No pictures go into the output, which should consist only of the lines from the first line of the data through the line with "position:relative; width:903px; height:817px;", copied exactly.

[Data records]

* * * * * * * * *

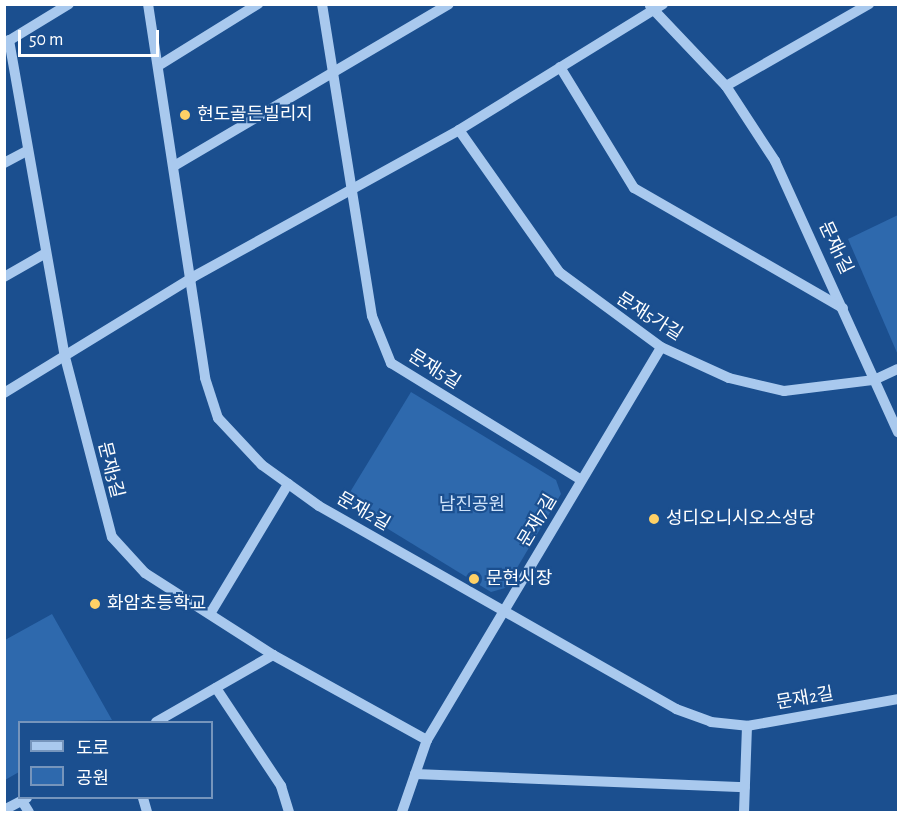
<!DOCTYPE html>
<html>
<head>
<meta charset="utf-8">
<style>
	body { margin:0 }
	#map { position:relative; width:903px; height:817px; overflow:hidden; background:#1b4f8f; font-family:"Alegreya Sans","Noto Sans KR",sans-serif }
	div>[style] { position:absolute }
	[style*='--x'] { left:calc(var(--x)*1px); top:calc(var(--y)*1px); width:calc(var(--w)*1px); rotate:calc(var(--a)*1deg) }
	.green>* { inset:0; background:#2e69ad }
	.minor>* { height:10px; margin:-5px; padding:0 5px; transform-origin:5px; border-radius:5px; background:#a9c9ee }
	.dots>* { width:16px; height:16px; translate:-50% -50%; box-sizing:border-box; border:3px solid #1b4f8f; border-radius:50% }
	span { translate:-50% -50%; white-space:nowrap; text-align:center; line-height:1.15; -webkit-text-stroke:4.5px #1b4f8f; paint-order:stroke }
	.poi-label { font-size:18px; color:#fff }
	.left { translate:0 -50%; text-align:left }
	.street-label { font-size:18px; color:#fff }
	.park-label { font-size:18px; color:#cfe3fa }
	.frame { position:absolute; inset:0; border:6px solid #fff; pointer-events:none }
	.legend { position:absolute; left:18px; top:721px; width:195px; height:78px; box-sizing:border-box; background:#1b4f8f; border:2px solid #7695bc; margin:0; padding:8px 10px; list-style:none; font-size:18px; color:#fff }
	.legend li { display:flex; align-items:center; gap:12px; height:30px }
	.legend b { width:30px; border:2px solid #7695bc }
	.scale { position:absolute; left:18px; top:30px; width:141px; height:27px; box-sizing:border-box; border:3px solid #fff; border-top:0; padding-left:8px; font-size:18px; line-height:21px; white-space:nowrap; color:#fff; -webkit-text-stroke:4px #1b4f8f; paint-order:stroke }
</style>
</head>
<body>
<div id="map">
	<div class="green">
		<i style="clip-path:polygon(898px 215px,898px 355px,848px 239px)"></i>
		<i style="clip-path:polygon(411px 392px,556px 480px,561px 494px,505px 588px,491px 592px,344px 502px)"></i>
		<i style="clip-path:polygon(52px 614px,112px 720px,20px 722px,19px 772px,5px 780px,5px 640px)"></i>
	</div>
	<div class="minor">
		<i style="--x:148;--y:4;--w:378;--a:81.3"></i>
		<i style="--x:205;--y:378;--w:42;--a:72"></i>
		<i style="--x:218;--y:418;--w:64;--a:46.9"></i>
		<i style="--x:262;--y:465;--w:70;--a:35.7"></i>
		<i style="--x:319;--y:506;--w:411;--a:29.6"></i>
		<i style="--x:676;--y:709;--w:37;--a:20"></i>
		<i style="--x:711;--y:722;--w:36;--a:6"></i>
		<i style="--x:747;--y:726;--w:153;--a:-10.1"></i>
		<i style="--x:322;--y:4;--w:316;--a:80.9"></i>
		<i style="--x:372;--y:316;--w:51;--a:68"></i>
		<i style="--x:391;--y:363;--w:223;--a:31.6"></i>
		<i style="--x:650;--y:6;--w:110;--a:46.5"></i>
		<i style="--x:726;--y:86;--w:90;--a:56.8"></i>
		<i style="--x:775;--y:161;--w:298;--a:65.6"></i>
		<i style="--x:9;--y:40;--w:322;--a:80"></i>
		<i style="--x:65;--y:357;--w:186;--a:75.4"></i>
		<i style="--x:112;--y:537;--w:49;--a:47.5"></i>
		<i style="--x:145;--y:573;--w:152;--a:32.6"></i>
		<i style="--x:273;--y:655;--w:176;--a:28.9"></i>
		<i style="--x:5;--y:43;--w:75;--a:-31.4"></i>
		<i style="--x:158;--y:66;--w:118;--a:-31.8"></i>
		<i style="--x:560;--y:67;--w:142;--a:58.6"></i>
		<i style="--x:634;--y:188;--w:241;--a:29.9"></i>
		<i style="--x:726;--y:86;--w:165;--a:-29.8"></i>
		<i style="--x:459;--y:130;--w:174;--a:54.8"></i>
		<i style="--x:559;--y:272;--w:127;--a:36.3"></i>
		<i style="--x:661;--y:347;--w:75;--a:24.5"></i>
		<i style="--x:729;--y:378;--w:57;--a:13.3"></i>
		<i style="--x:784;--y:391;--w:91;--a:-7"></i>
		<i style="--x:874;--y:380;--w:26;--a:-25"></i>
		<i style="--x:4;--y:163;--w:27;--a:-28"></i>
		<i style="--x:174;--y:166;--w:319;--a:-30.5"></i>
		<i style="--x:4;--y:277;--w:48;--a:-29.7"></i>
		<i style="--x:4;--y:393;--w:222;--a:-31.5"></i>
		<i style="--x:193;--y:277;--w:304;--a:-28.9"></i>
		<i style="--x:459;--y:130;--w:240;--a:-31.7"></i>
		<i style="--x:210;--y:614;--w:152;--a:-59"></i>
		<i style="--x:216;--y:688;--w:118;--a:56.4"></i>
		<i style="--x:281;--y:786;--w:27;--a:73"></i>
		<i style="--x:156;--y:722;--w:135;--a:-29.8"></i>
		<i style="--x:415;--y:774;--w:330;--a:2.3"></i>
		<i style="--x:143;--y:798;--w:15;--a:74"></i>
		<i style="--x:22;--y:801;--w:13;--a:58"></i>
		<i style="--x:4;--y:810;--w:26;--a:-28"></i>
		<i style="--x:402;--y:812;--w:76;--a:-70.9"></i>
		<i style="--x:427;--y:740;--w:457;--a:-59.2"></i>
		<i style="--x:744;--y:812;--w:86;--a:-88"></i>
	</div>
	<div class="dots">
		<i style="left:185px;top:115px;background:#ffd166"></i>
		<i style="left:654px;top:519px;background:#ffd166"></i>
		<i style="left:474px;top:579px;background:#ffd166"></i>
		<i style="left:95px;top:604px;background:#ffd166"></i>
	</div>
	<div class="poi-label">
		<span class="left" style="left:197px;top:115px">현도골든빌리지</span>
		<span class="left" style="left:666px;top:519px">성디오니시오스성당</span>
		<span class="left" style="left:486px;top:579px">문현시장</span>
		<span class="left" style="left:107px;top:604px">화암초등학교</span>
	</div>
	<div class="street-label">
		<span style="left:835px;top:248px;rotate:65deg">문재1길</span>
		<span style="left:649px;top:317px;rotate:32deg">문재5가길</span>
		<span style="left:434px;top:370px;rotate:32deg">문재5길</span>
		<span style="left:110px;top:470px;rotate:76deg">문재3길</span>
		<span style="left:363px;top:512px;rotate:30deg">문재2길</span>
		<span style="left:538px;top:521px;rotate:-59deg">문재7길</span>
		<span style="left:805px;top:699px;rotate:-10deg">문재2길</span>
	</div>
	<div class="park-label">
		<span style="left:472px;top:505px">남진공원</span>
	</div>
	<div class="frame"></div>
	<ul class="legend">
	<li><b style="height:8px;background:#a9c9ee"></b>도로</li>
	<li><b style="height:16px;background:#2e69ad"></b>공원</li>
	</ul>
	<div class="scale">50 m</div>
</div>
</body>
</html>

* * * * * * * * *

● WRITTEN RESPONSE:
<!DOCTYPE html>
<html>
<head>
<meta charset="utf-8">
<style>
	body { margin:0 }
	#map { position:relative; width:903px; height:817px; overflow:hidden; background:#1b4f8f; font-family:"Alegreya Sans","Noto Sans KR",sans-serif }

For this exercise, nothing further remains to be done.